TASK OBJECTIVE:
Search the records for the word "halo" and copy every line in which it occurs.

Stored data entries
***
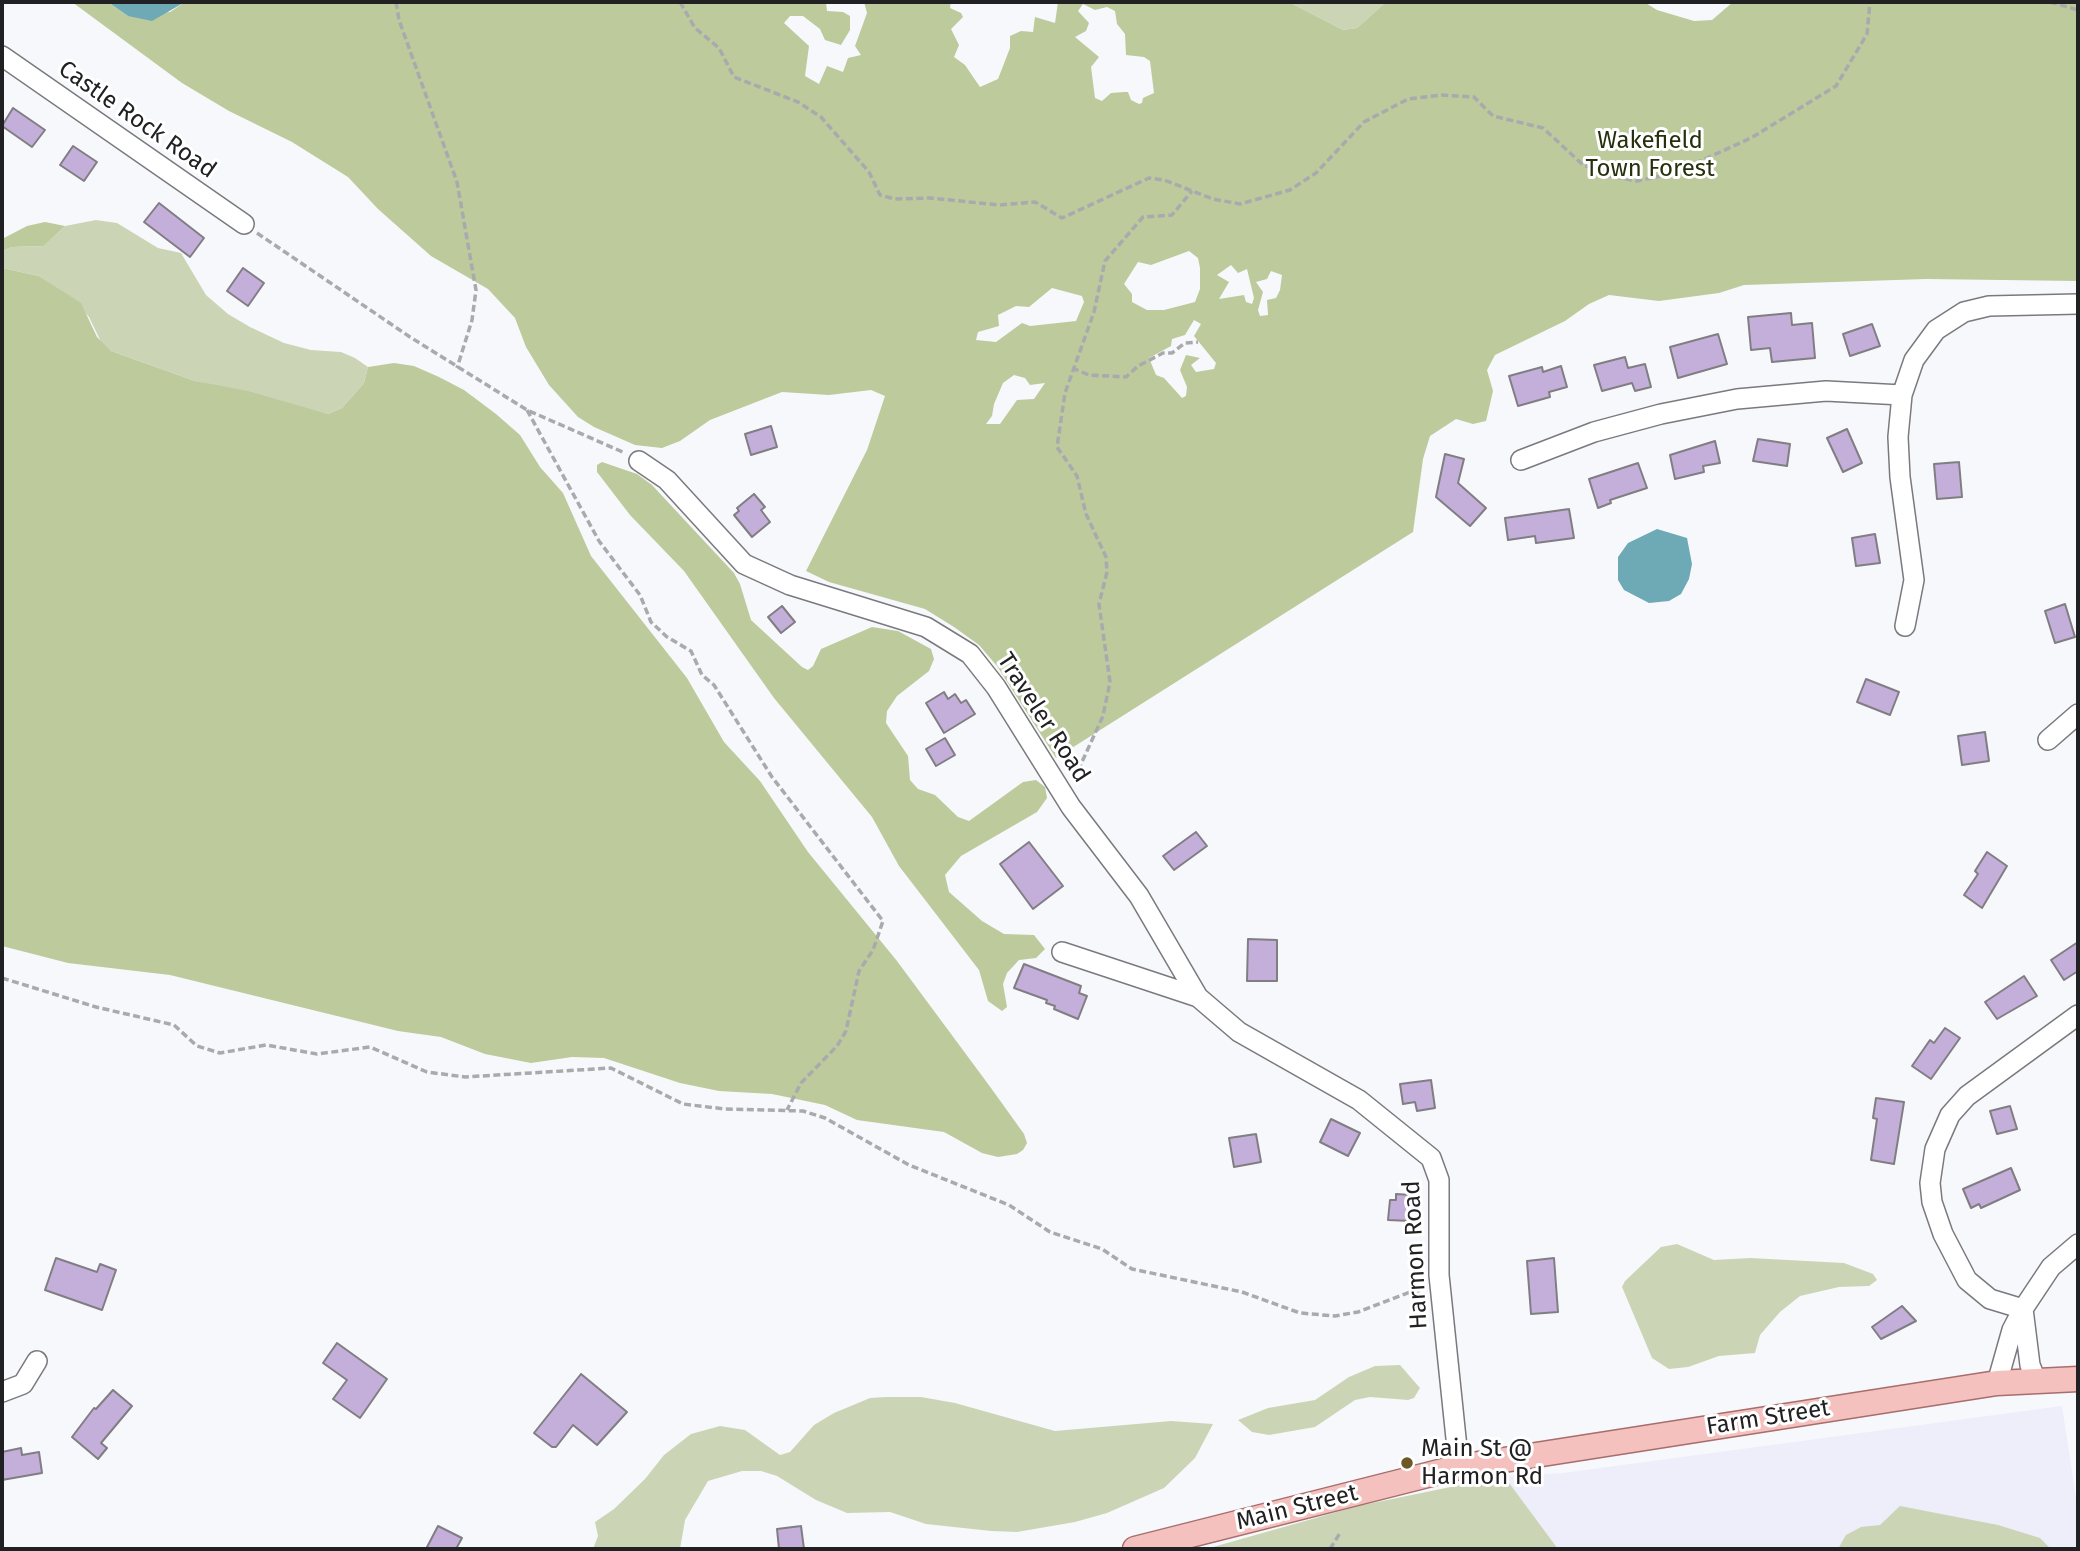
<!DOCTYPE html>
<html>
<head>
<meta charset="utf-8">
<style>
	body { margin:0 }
	#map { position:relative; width:2080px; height:1551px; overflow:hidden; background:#f7f8fc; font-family:"Fira Sans",sans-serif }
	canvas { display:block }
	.frame { position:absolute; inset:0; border:4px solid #212123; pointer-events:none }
</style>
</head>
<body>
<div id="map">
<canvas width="2080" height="1551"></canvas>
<div class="frame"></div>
</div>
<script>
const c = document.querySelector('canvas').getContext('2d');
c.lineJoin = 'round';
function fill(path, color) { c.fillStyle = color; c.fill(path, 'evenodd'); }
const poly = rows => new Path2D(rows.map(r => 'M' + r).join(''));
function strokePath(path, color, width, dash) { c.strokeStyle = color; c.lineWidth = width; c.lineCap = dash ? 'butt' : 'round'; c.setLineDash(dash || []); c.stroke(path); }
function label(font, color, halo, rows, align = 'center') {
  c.font = font + ' "Fira Sans",sans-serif'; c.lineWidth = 6; c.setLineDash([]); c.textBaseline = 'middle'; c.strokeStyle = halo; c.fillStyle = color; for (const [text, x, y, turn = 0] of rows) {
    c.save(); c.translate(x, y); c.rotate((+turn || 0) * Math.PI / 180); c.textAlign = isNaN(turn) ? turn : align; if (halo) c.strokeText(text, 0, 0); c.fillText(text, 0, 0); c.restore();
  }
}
const built = poly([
	[2062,1406,2077,1505,2078,1549,1558,1549,1504,1476,1563,1473]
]);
const green = poly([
	[1289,2,1386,2,1357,28,1343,30],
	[96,220,117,223,158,248,181,253,206,295,228,314,250,327,284,343,311,350,341,352,355,358,368,367,364,383,342,408,328,414,195,381,111,351,103,346,89,317,72,298,39,276,2,268,2,251,12,247,44,246,65,226],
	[1677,1244,1714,1260,1750,1258,1844,1263,1873,1274,1877,1280,1869,1286,1839,1287,1800,1296,1780,1312,1760,1335,1755,1353,1719,1356,1688,1367,1669,1369,1652,1358,1622,1287,1625,1281,1661,1247],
	[1400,1365,1420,1388,1414,1398,1408,1400,1370,1397,1355,1400,1315,1427,1269,1435,1252,1432,1238,1420,1268,1408,1315,1400,1349,1377,1375,1366],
	[886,1397,921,1397,955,1403,1055,1431,1171,1421,1213,1424,1195,1458,1164,1488,1107,1513,1075,1522,1017,1532,991,1531,926,1524,890,1512,847,1513,816,1500,777,1476,761,1471,742,1471,708,1481,685,1520,680,1549,593,1549,598,1536,595,1522,614,1509,645,1479,664,1455,691,1434,720,1426,745,1430,780,1455,790,1452,814,1425,834,1413,870,1398],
	[1504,1476,1558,1549,1206,1549,1358,1506],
	[1900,1506,1998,1525,2040,1538,2051,1549,1838,1549,1846,1535,1861,1527,1880,1525]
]);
const forest = poly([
	[72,2,108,2,128,16,170,12,185,2,826,2,827,11,843,12,850,16,850,30,841,45,825,40,820,29,803,16,790,16,784,23,809,46,805,76,819,84,827,66,843,72,848,58,861,55,855,46,867,13,864,2,951,2,950,8,961,13,963,17,951,29,959,45,954,57,965,65,980,87,998,79,1010,48,1010,36,1021,31,1033,32,1035,17,1055,23,1058,2,1289,2,1343,30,1357,28,1386,2,1644,2,1657,10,1694,21,1712,20,1733,2,2078,2,2078,281,1926,279,1744,285,1719,293,1659,301,1609,295,1589,304,1565,321,1495,355,1487,370,1493,391,1486,421,1473,424,1456,419,1430,436,1423,459,1413,532,1056,758,997,666,979,645,954,627,925,609,829,582,806,571,867,450,885,396,871,390,829,395,782,392,710,420,680,441,662,448,635,445,594,427,578,417,549,385,526,347,515,318,488,289,431,256,378,209,348,177,292,142,229,111,182,83],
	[1083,4,1095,10,1107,7,1115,11,1117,24,1125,34,1126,55,1144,57,1150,61,1154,93,1143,98,1142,103,1139,104,1131,100,1128,92,1124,92,1111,93,1102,101,1095,98,1091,67,1099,57,1075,37,1086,31,1089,23,1078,11],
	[1189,251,1198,258,1200,268,1200,289,1195,302,1164,310,1147,310,1132,302,1132,294,1124,284,1138,262,1151,265],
	[1231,265,1238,273,1247,269,1254,298,1252,304,1246,302,1244,295,1219,299,1229,282,1217,275],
	[1271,271,1282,275,1280,290,1276,298,1267,300,1268,315,1260,316,1258,310,1263,292,1256,282,1267,279],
	[1052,288,1082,296,1084,302,1076,321,1030,326,1022,323,996,342,976,340,978,332,999,326,998,315,1016,306,1029,307],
	[1194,320,1201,324,1194,336,1216,363,1214,369,1196,372,1191,365,1200,358,1186,355,1180,370,1187,387,1186,396,1182,398,1164,378,1156,375,1149,358,1171,346,1172,339,1185,335],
	[1014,375,1025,378,1030,385,1045,383,1034,399,1017,400,1000,424,986,424,992,416,994,404,1003,383],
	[45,222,65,226,44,246,12,247,2,251,2,239,27,226],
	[2,268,39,276,81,303,97,337,111,351,195,381,248,391,328,414,342,408,364,383,368,367,394,363,414,366,439,377,464,390,496,414,520,435,540,467,563,493,591,556,687,678,724,742,760,781,808,852,897,961,991,1088,1024,1134,1027,1143,1023,1150,1017,1154,998,1157,982,1153,944,1132,857,1120,825,1105,772,1094,719,1091,680,1083,604,1058,572,1057,531,1063,485,1054,441,1037,398,1031,170,975,68,963,2,946],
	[602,462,637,474,652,485,734,573,740,584,751,620,802,667,808,670,813,666,821,649,872,627,898,631,931,649,934,659,929,671,897,696,887,711,886,723,908,756,910,780,918,789,935,795,958,817,969,821,1023,782,1036,780,1045,787,1047,798,1037,812,961,856,945,875,949,892,982,921,1004,934,1034,935,1045,949,1036,958,1019,960,1007,973,1003,984,1007,1007,1002,1011,988,1001,979,970,899,866,872,817,774,698,684,571,630,515,597,472,597,465]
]);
const water = poly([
	[108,2,185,2,152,21,128,16],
	[1657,529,1687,538,1692,564,1689,579,1681,594,1669,601,1649,603,1624,590,1618,580,1618,557,1628,543]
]);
const building = poly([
	[13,108,45,130,32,147,2,126,13,108],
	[73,146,97,162,84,181,60,165,73,146],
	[159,203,204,238,190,257,144,222,159,203],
	[243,268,264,283,248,306,227,291,243,268],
	[1791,313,1792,325,1812,323,1815,358,1772,362,1770,348,1751,350,1748,317,1791,313],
	[1872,324,1880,346,1850,356,1843,334,1872,324],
	[1718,334,1727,364,1678,378,1670,347,1718,334],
	[1625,357,1628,368,1645,364,1651,387,1635,391,1632,383,1602,391,1594,365,1625,357],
	[1561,366,1567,387,1549,392,1550,397,1518,406,1509,376,1542,367,1543,372,1561,366],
	[771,426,777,447,751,455,745,434,771,426],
	[1847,429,1862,463,1843,472,1827,438,1847,429],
	[1758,439,1790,444,1787,466,1753,461,1758,439],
	[1715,441,1720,463,1703,466,1704,472,1675,479,1670,455,1715,441],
	[1445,454,1464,459,1458,483,1486,508,1470,526,1436,497,1445,454],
	[1959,462,1962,497,1937,499,1934,464,1959,462],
	[1638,463,1647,488,1610,500,1611,503,1598,508,1589,479,1638,463],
	[754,494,765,507,761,510,770,522,752,537,734,515,739,511,737,508,754,494],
	[1569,509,1574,538,1536,543,1535,536,1508,540,1505,518,1569,509],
	[1875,534,1880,563,1856,566,1852,538,1875,534],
	[2065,604,2075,637,2055,643,2045,611,2065,604],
	[782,606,795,622,781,633,768,617,782,606],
	[1866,679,1899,692,1890,715,1857,702,1866,679],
	[944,692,948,699,955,694,961,703,966,700,975,714,944,733,926,703,944,692],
	[1985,732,1989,761,1962,765,1958,736,1985,732],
	[945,738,955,755,936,766,926,749,945,738],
	[1196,832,1207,846,1174,870,1163,856,1196,832],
	[1029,842,1063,886,1033,909,1000,864,1029,842],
	[1987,852,2007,866,1982,908,1964,895,1978,874,1975,871,1987,852],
	[1248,939,1277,940,1277,981,1247,981,1248,939],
	[2078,942,2078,971,2064,980,2051,960,2078,942],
	[1024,964,1081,986,1079,993,1087,996,1078,1019,1054,1009,1055,1006,1046,1003,1047,1000,1014,988,1024,964],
	[2024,976,2037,996,1997,1019,1985,1002,2024,976],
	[1945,1028,1960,1038,1931,1079,1912,1066,1930,1040,1934,1043,1945,1028],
	[1431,1080,1435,1108,1417,1111,1415,1102,1403,1104,1400,1084,1431,1080],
	[1876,1098,1904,1102,1894,1164,1871,1160,1877,1119,1873,1118,1876,1098],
	[2010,1106,2017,1129,1997,1134,1990,1111,2010,1106],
	[1331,1119,1360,1133,1348,1156,1320,1142,1331,1119],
	[1256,1134,1261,1162,1234,1167,1229,1138,1256,1134],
	[2011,1168,2020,1190,1981,1208,1979,1204,1971,1208,1963,1189,2011,1168],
	[1396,1194,1412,1195,1410,1221,1388,1220,1390,1200,1396,1200,1396,1194],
	[56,1258,97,1272,100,1264,116,1270,102,1310,45,1290,56,1258],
	[1554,1258,1558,1312,1531,1314,1527,1261,1554,1258],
	[1902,1306,1916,1321,1881,1339,1872,1327,1902,1306],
	[337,1343,387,1379,360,1418,333,1399,347,1380,323,1363,337,1343],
	[581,1374,627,1412,597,1445,573,1425,556,1447,552,1447,534,1433,581,1374],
	[113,1390,132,1406,101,1443,107,1448,98,1459,72,1437,94,1408,96,1409,113,1390],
	[21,1448,22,1455,39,1452,42,1473,2,1480,2,1452,21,1448],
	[438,1526,462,1538,456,1549,426,1549,438,1526],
	[801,1526,804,1549,779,1549,777,1529,801,1526]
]);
const path = poly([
	[396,2,399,20,457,182,476,290,472,320,457,368],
	[680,2,695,28,719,48,734,77,798,102,821,117,869,172,880,195,895,199,930,198,999,205,1035,202,1062,218,1149,178,1164,180,1213,199,1240,204,1290,190,1316,173,1364,122,1408,99,1441,95,1474,97,1493,116,1543,128,1582,164,1605,175,1637,181,1674,173,1751,138,1836,86,1867,34,1870,2],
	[2050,2,2078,10],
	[257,233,410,337,527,410,625,453],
	[1072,368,1089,375,1126,377,1138,366,1163,353,1172,353,1185,343,1198,342],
	[527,410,599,541,640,595,651,622,667,637,691,651,702,675,714,685,772,777,883,921,873,950,859,971,846,1031,837,1046,801,1083,787,1110],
	[1076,781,1081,764,1103,716,1110,682,1099,604,1107,572,1106,557,1086,514,1077,476,1057,447,1065,393,1094,312,1105,261,1143,217,1172,215,1192,191],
	[2,978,96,1007,174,1025,197,1046,220,1053,266,1045,317,1054,370,1047,427,1072,465,1077,611,1068,683,1104,725,1109,803,1111,825,1118,909,1165,1009,1205,1050,1232,1102,1249,1132,1269,1242,1292,1300,1313,1335,1316,1358,1312,1410,1292,1423,1291],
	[1330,1549,1340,1533]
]);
const minor = poly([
	[2,56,244,224],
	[1521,460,1594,432,1661,414,1737,399,1826,391,1902,395],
	[639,461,667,480,744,564,790,585,926,627,970,654,996,687,1071,807,1139,896,1198,997,1239,1032,1359,1100,1431,1158,1439,1180,1439,1275,1459,1467],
	[1905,626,1914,580,1900,477,1898,437,1902,395,1914,360,1936,330,1964,312,1989,306,2078,304],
	[2048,740,2078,714],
	[1062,952,1198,997],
	[2023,1309,1990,1299,1967,1280,1943,1234,1932,1202,1930,1183,1935,1149,1950,1115,1967,1096,2078,1015],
	[2023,1309,2030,1365,2036,1380],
	[1997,1383,2012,1330,2023,1309,2051,1267,2078,1244],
	[2,1392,23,1384,37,1361]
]);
const major = poly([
	[1135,1549,1459,1467,1997,1383,2078,1379]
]);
const markers = [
	[1407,1463,7,"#6b5927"]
];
const streetNames = [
	["Castle Rock Road",137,120,35],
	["Traveler Road",1043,718,57],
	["Harmon Road",1416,1255,-93],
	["Farm Street",1768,1418,-9],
	["Main Street",1297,1508,-14]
];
const parkNames = [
	["Wakefield",1650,141],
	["Town Forest",1650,169]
];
const poiNames = [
	["Main St @",1421,1449],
	["Harmon Rd",1421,1477]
];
fill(built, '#edeefa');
fill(green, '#cbd5b6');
fill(forest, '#bcca9c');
fill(water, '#6daab5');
fill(building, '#c4afda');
strokePath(building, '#807e82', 2);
strokePath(minor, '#7a7a7e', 22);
strokePath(major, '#a66e6c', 27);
strokePath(path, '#a9aaad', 3.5, [7, 3.5]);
strokePath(minor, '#fff', 19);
strokePath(major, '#f4c1bf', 24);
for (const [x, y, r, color] of markers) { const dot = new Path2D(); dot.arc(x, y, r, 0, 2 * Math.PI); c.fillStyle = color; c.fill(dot); strokePath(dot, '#fff', 2.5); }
label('24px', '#212123', '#fff', streetNames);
label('24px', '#26300c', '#fff', parkNames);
label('24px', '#212123', '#fff', poiNames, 'left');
</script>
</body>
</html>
***
TASK SOLUTION:
function label(font, color, halo, rows, align = 'center') {
  c.font = font + ' "Fira Sans",sans-serif'; c.lineWidth = 6; c.setLineDash([]); c.textBaseline = 'middle'; c.strokeStyle = halo; c.fillStyle = color; for (const [text, x, y, turn = 0] of rows) {
    c.save(); c.translate(x, y); c.rotate((+turn || 0) * Math.PI / 180); c.textAlign = isNaN(turn) ? turn : align; if (halo) c.strokeText(text, 0, 0); c.fillText(text, 0, 0); c.restore();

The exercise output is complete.